San Fransisco, CA  (BNSE): Prominent atheist groups met this week to announce the formulation of a positive promotional icon to represent their cause to children this holiday season.  According to the group, the new icon will attempt not only to change the public's perception of the atheist movement, but offer more educational and socially conscious gift alternatives to children.


The spokesperson for the group, and internationally known atheist, told BNSE, "Every year atheists are at a distinct disadvantage during the Solstice Season.  The simple fact is Santa Clause is the best propaganda tool the Christians have to bribe their children into church once a year and extort at least a month and a half of relatively tolerable behaviour out of them.  The simple answer to this problem would simply be to abort all these useless eaters before they were born and replace them with more earth friendly beings such as dolphins and otters, or at lease implement a dedicated eugenics program to prevent those less enlightened than us from breeding.  However, since the courts are just as dedicated to the illogical and unnatural concept of humans being better than other life forms for some unknown reason, as the unwashed religious masses are to cranking out kids, these solutions are still years away.  Additionally, our annual attempts to ruin the Holiday Season for everyone by complaining endlessly about retailers pandering to religious shoppers, and pushing frivolous lawsuits attempting to ban anyone from thinking contrary to our personal beliefs, many children view the atheist movement as 'not fun.'


"Well, all that is changing today with the creation of Godless Joe, the Solstice Icon for the New Millennium.  Joe will spearhead our efforts to bring children to the reality that there is nothing more to life than eating, sleeping, and defecating, and urge them to follow our dictates of societal norms and morality rather than the outdated and unfounded notions of the past or their personal consciences.  We feel confident that by the end of the year, Godless Joe will be spreading our message in almost every shopping mall in America."
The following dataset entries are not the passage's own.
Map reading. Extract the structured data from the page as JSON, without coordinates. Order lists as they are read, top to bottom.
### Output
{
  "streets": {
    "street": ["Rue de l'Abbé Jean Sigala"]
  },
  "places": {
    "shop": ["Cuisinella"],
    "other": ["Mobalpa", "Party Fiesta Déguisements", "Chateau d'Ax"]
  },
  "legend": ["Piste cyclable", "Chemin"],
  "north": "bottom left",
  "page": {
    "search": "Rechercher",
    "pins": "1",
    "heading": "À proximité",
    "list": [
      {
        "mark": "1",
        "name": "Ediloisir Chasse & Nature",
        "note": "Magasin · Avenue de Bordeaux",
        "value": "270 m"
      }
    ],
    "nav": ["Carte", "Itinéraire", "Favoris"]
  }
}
According to sources, Godless Joe will not hand out presents to children in the traditional sense.  Rather, he will distribute "Let's Spend Christmas Alone and Crying" coloring books, "The Preschoolers' Guide to Playground Sexual Harassment," and "Mom, Dad, Grandma, and You are All Going to Die and Be Gone Forever" pop up book.  "See," said one enthusiastic promoter of the book.  "You pull the little tab and Granny's casket slides down into the grave.  Then it just lays there for page after page after page.  What an inspiring message!"


Some selected Godless Joes will offer the kids small wrapped boxes marked "Candy" with a large red and green embossed cross.  Children will be required to rummage through Joe's pockets, as he moans loudly, to get the gifts, only to find the boxes are empty.  Joe will then laugh and point at the crying children.  Select boxes will also contain a cyanide capsule with a note, "See if anyone cares."


Santa Clause was not available for comment for this report, however, the official North Pole Spokeself assured BNSE, that if Godless Joe began adversely impacting children's joy of Christmas, "Santa will rip his b*lls off."